If you hotunplug and replug the cpu using the sysfs interface, rather
than suspending and resuming, does the same thing happen?

Regards,

Nigel

2006-08-16 00:37:34

by Dave Jones

[permalink] [raw]
Subject: Re: peculiar suspend/resume bug.

On Wed, Aug 16, 2006 at 10:19:59AM +1000, Nigel Cunningham wrote:
> Hi Dave.
>
> On Tue, 2006-08-15 at 18:10 -0400, Dave Jones wrote:
> > Here's a fun one.
> > - Get a dual core cpufreq aware laptop (Like say, a core-duo)
> > - Add a cpufreq monitor to gnome-panel. Configure it
> > to watch the 2nd core.
> > - Suspend.
> > - Resume.
> >
> > Watch the cpufreq monitor die horribly.
> >
> > I believe this is because we take down the 2nd core at suspend
> > time with cpu hotplug, and for some reason we're scheduling
> > userspace before we bring that second core back up.
> >
> > Anyone have any clues why this is happening?
>
> If you hotunplug and replug the cpu using the sysfs interface, rather
> than suspending and resuming, does the same thing happen?

cpufreq-applet crashes as soon as the cpu goes offline.
Now, the applet should be written to deal with this scenario more
gracefully, but I'm questioning whether or not userspace should
*see* the unplug/replug that suspend does at all.

IMO, when we shouldn't schedule userspace until the system is
in the exact state it was before we suspended.

Dave

--
http://www.codemonkey.org.uk

2006-08-16 01:05:40

by Nigel Cunningham

[permalink] [raw]
Subject: Re: peculiar suspend/resume bug.

Hi Dave.

On Tue, 2006-08-15 at 20:37 -0400, Dave Jones wrote:
> On Wed, Aug 16, 2006 at 10:19:59AM +1000, Nigel Cunningham wrote:
> > Hi Dave.
> >
> > On Tue, 2006-08-15 at 18:10 -0400, Dave Jones wrote:
> > > Here's a fun one.
> > > - Get a dual core cpufreq aware laptop (Like say, a core-duo)
> > > - Add a cpufreq monitor to gnome-panel. Configure it
> > > to watch the 2nd core.
> > > - Suspend.
> > > - Resume.
> > >
> > > Watch the cpufreq monitor die horribly.
> > >
> > > I believe this is because we take down the 2nd core at suspend
> > > time with cpu hotplug, and for some reason we're scheduling
> > > userspace before we bring that second core back up.
> > >
> > > Anyone have any clues why this is happening?
> >
> > If you hotunplug and replug the cpu using the sysfs interface, rather
> > than suspending and resuming, does the same thing happen?
>
> cpufreq-applet crashes as soon as the cpu goes offline.
> Now, the applet should be written to deal with this scenario more
> gracefully, but I'm questioning whether or not userspace should
> *see* the unplug/replug that suspend does at all.
>
> IMO, when we shouldn't schedule userspace until the system is
> in the exact state it was before we suspended.
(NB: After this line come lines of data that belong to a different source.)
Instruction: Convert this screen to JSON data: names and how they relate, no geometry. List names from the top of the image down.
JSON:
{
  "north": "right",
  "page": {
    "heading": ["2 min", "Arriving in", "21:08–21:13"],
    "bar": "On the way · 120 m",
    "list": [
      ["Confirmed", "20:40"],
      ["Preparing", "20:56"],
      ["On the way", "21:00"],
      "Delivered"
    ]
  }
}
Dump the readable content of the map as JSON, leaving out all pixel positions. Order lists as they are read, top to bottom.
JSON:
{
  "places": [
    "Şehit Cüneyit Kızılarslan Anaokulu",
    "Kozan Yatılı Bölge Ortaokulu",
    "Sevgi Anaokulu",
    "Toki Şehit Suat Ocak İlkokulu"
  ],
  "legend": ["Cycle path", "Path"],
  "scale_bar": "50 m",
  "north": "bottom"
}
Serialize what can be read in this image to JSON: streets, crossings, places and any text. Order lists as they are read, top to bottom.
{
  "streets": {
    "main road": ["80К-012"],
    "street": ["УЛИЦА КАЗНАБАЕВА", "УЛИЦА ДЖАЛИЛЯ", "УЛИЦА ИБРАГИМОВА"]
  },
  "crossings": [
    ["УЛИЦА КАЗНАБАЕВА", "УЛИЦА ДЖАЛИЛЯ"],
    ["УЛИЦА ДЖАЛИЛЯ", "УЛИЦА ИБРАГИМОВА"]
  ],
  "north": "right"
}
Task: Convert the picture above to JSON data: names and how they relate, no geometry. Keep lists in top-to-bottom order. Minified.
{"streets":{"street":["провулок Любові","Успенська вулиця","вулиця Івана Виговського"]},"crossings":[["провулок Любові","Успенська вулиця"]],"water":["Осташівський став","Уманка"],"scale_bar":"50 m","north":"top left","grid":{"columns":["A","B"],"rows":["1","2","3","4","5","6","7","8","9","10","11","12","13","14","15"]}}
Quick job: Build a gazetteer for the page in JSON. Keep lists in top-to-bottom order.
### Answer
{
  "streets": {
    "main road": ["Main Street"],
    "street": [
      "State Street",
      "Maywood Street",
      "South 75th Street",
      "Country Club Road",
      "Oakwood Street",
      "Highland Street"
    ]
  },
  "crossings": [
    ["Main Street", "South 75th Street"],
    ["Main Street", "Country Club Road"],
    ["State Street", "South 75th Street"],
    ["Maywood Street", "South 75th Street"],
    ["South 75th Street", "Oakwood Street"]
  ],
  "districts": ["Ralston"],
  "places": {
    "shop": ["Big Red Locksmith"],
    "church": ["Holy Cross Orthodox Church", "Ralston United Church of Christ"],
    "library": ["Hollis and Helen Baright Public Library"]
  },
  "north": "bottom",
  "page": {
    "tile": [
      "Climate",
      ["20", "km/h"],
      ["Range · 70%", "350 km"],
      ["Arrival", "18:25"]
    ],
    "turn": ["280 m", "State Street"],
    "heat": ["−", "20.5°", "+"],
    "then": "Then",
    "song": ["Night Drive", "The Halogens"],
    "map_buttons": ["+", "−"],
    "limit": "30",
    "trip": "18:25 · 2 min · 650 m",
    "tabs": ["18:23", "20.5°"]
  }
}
At the moment, the cpu hotplugging/unplugging is done outside of
freezing processes because once we've frozen processes we can't (afaik)
move ones that are tied to the cpu being unplugged to another processor,
and won't also be able to kill kernel threads that are tied to the
processor(s) being taken down.

Personally, I wouldn't mind being seeing this addressed as I see a few
other benefits to being able to hot[un]plug later, besides simplifying
life for the cpufreq-applet (although it shouldn't crash if a cpu is
offlined anyway).

Regards,

Nigel

2006-08-16 02:41:53

by Matthew Garrett

[permalink] [raw]
Subject: Re: peculiar suspend/resume bug.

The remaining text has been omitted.